# ECB and Anglo



## DerKaiser (15 Sep 2010)

Just throwing it out there as another way of looking at things.

Are the ECB largely responsible for the Anglo mess?  

I remember noting that from the start to the end of 2009 Central Banks had injected huge amounts of capital into Anglo to prop up the balance sheet following a flight of bondholders and retail depositors.

The ECB has voluntarily kept Anglo on life support for well over a year now, all the while reducing options on how to distribute the burden of the losses.

Is it really fair that the ECB expects the state to repay them what they've put into Anglo?

I have no problem paying back money voluntarily borrowed in respect of keeping the country running, but in my mind that's not the same as keeping Anglo solvent.


----------



## Sunny (15 Sep 2010)

But the ECB didn't keep them solvent. They kept them liquid. To be fair, they have done nothing more with Anglo than they did for many Spanish banks among others (including the other Irish Banks).


----------



## DerKaiser (15 Sep 2010)

Sunny said:


> But the ECB didn't keep them solvent. They kept them liquid.


 
True, I just have the feeling that much of the liquidity they have provided has been paid out to those who are more culpable for the situation Anglo finds itself in than the people who will ultimately have to pay the ECB back.

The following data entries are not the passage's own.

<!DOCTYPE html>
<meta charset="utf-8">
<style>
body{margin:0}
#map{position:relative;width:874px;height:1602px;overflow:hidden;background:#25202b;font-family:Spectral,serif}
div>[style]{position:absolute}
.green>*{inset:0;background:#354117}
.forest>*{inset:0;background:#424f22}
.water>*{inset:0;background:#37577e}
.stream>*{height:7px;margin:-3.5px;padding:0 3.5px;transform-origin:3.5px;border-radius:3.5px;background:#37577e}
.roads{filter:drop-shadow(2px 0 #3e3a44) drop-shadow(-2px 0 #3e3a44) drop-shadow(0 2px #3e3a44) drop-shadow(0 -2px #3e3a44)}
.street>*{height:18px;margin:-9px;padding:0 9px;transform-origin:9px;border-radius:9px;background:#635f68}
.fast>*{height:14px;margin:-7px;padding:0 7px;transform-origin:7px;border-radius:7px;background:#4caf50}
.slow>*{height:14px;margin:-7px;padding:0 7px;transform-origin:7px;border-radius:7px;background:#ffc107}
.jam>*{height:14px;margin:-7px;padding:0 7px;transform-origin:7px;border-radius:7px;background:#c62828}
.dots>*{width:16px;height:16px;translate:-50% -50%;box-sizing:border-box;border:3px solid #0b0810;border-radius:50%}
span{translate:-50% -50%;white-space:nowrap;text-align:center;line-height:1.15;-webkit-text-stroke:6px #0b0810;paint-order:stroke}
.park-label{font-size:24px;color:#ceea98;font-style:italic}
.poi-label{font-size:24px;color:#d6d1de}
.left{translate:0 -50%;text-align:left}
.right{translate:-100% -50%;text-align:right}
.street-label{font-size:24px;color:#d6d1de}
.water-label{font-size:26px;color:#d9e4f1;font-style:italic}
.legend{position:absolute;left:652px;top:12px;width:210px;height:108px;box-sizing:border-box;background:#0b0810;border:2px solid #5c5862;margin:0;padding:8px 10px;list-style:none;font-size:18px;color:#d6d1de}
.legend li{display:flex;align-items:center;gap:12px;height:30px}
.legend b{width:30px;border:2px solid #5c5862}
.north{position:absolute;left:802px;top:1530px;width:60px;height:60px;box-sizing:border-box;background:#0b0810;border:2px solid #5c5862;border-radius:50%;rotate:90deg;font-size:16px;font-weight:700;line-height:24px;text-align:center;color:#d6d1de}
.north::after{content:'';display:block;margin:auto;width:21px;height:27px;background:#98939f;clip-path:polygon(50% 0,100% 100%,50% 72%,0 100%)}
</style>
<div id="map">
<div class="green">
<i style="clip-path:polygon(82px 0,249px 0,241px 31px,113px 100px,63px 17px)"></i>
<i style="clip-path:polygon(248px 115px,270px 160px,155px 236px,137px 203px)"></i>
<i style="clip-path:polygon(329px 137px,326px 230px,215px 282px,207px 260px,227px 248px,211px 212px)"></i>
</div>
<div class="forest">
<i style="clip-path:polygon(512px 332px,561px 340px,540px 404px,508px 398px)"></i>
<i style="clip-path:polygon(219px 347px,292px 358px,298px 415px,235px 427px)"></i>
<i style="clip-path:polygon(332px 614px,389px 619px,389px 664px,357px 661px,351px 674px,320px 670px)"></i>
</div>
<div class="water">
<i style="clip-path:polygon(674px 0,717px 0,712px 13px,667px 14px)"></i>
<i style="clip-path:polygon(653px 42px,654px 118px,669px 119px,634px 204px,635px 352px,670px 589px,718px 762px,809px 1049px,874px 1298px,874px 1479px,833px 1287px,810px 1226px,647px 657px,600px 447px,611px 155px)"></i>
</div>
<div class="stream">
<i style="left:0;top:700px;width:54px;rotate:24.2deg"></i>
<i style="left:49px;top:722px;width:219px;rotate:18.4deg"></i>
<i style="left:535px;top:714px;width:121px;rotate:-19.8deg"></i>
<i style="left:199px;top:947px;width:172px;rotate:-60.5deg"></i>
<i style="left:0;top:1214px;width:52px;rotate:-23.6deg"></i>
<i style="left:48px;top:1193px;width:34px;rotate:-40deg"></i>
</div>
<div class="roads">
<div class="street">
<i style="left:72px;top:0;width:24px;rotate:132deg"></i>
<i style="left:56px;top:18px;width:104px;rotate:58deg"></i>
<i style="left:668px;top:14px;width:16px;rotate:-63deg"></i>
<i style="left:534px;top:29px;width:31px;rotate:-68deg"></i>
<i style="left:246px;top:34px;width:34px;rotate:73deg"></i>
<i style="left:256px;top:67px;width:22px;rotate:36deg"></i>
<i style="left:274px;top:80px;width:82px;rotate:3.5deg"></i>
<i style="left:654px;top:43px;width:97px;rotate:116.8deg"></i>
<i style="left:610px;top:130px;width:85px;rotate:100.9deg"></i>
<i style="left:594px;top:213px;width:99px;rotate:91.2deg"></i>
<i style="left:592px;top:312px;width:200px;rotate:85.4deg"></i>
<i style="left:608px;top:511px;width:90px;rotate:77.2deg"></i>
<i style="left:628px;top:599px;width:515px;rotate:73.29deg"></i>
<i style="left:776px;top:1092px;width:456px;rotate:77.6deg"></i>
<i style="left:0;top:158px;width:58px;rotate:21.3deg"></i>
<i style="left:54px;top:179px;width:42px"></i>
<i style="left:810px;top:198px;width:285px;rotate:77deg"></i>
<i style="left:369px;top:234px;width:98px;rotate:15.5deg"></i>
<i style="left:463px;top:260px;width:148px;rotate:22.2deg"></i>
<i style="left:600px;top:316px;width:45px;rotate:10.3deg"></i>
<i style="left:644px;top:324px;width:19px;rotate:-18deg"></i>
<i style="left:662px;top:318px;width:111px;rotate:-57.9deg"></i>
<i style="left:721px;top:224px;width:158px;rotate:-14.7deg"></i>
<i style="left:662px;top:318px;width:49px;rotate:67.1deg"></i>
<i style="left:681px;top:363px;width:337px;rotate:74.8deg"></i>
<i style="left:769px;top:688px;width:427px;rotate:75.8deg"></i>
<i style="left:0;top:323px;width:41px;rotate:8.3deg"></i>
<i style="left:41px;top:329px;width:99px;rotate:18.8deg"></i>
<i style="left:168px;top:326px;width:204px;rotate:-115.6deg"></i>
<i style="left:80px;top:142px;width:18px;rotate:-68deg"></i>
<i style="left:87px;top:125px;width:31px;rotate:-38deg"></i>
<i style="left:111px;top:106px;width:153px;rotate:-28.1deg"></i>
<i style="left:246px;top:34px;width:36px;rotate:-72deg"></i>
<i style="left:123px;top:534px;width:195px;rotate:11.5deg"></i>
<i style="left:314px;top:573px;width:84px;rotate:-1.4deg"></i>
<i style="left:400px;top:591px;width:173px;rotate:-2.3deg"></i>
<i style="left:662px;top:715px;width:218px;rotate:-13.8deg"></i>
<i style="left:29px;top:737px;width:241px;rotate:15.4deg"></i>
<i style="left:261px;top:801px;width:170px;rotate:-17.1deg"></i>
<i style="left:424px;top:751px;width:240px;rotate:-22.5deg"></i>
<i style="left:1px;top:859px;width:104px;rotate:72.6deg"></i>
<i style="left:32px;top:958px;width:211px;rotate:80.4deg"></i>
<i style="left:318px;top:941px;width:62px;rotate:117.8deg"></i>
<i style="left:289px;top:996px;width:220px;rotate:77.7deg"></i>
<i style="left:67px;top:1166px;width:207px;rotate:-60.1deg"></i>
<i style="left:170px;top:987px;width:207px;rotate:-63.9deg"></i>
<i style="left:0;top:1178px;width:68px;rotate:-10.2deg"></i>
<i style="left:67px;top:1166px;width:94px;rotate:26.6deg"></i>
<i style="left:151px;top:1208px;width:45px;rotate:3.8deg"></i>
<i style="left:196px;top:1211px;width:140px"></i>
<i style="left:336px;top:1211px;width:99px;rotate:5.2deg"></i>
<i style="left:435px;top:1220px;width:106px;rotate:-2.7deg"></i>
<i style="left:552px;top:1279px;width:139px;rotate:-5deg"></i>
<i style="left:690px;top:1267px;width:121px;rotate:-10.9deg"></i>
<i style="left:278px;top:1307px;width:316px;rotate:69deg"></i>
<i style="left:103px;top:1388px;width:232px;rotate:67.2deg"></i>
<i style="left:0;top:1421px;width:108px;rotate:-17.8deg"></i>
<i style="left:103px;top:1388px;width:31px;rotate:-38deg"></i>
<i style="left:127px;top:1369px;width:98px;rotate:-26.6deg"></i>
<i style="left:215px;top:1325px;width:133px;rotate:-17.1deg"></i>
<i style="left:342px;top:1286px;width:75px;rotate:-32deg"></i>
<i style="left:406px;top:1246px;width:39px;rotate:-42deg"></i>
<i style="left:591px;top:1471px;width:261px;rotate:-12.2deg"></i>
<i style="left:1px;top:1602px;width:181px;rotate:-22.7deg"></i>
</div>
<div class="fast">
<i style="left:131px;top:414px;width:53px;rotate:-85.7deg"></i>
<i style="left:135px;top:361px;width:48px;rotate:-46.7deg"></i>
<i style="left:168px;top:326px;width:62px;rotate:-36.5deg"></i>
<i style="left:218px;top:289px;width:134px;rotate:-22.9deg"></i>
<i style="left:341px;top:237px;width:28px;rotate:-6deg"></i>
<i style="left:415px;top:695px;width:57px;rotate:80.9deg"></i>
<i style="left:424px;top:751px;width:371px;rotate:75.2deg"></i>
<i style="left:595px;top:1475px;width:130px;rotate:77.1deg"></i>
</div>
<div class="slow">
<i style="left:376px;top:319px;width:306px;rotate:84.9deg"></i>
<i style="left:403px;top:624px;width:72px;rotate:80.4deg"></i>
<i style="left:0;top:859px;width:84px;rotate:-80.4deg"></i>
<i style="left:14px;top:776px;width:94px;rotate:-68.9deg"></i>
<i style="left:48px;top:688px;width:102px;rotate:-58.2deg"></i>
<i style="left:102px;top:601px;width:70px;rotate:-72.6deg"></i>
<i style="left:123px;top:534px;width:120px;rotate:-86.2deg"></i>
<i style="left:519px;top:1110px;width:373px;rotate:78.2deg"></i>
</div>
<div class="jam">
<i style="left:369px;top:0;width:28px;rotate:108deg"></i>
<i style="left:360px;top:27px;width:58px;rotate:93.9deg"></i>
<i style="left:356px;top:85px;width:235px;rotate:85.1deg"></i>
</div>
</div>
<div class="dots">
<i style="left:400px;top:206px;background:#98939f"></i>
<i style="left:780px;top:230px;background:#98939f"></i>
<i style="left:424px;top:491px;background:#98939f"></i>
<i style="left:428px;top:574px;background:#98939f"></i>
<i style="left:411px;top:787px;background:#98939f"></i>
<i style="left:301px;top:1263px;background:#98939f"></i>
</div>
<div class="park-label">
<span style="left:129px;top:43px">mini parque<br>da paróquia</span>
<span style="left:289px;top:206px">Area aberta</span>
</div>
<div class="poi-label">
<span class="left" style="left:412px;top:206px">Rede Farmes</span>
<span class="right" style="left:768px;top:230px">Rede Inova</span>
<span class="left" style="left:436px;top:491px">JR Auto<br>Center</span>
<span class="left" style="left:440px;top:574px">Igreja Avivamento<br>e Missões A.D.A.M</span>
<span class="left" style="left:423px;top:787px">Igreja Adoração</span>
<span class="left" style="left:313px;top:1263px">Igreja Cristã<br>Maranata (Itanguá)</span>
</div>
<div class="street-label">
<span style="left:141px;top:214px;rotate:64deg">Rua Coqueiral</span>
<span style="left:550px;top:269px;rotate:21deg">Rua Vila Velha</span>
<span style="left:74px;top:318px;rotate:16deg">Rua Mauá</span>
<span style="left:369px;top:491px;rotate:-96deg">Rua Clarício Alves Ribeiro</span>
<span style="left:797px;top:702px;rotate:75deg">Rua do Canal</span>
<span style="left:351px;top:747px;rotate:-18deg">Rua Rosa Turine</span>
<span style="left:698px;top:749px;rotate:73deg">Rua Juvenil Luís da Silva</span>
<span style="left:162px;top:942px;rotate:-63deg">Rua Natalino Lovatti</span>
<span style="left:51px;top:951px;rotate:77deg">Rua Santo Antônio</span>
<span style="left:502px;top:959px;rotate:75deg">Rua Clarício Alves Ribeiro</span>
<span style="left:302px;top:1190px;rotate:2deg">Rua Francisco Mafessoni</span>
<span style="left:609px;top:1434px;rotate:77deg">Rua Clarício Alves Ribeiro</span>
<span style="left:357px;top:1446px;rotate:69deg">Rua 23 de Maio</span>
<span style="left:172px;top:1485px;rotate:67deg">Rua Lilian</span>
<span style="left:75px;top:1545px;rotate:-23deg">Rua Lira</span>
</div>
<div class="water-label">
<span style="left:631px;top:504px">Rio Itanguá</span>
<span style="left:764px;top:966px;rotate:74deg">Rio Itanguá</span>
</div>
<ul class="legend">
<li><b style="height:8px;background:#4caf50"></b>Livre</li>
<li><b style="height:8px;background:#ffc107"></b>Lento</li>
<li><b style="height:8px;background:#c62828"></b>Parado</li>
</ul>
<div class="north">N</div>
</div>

It's a similar arguement to saying the government had no right to nationalise Anglo, transferring the burden from bondholders and depositors to the citizens of the state.


----------



## Sunny (15 Sep 2010)

DerKaiser said:


> True, I just have the feeling that much of the liquidity they have provided has been paid out to those who are more culpable for the situation Anglo finds itself in than the people who will ultimately have to pay the ECB back.
> 
> It's a similar arguement to saying the government had no right to nationalise Anglo, transferring the burden from bondholders and depositors to the citizens of the state.


 
I accept your point and there is a very strong argument that the ECB can't expect the Irish taxpayer to pay the entire bill.


----------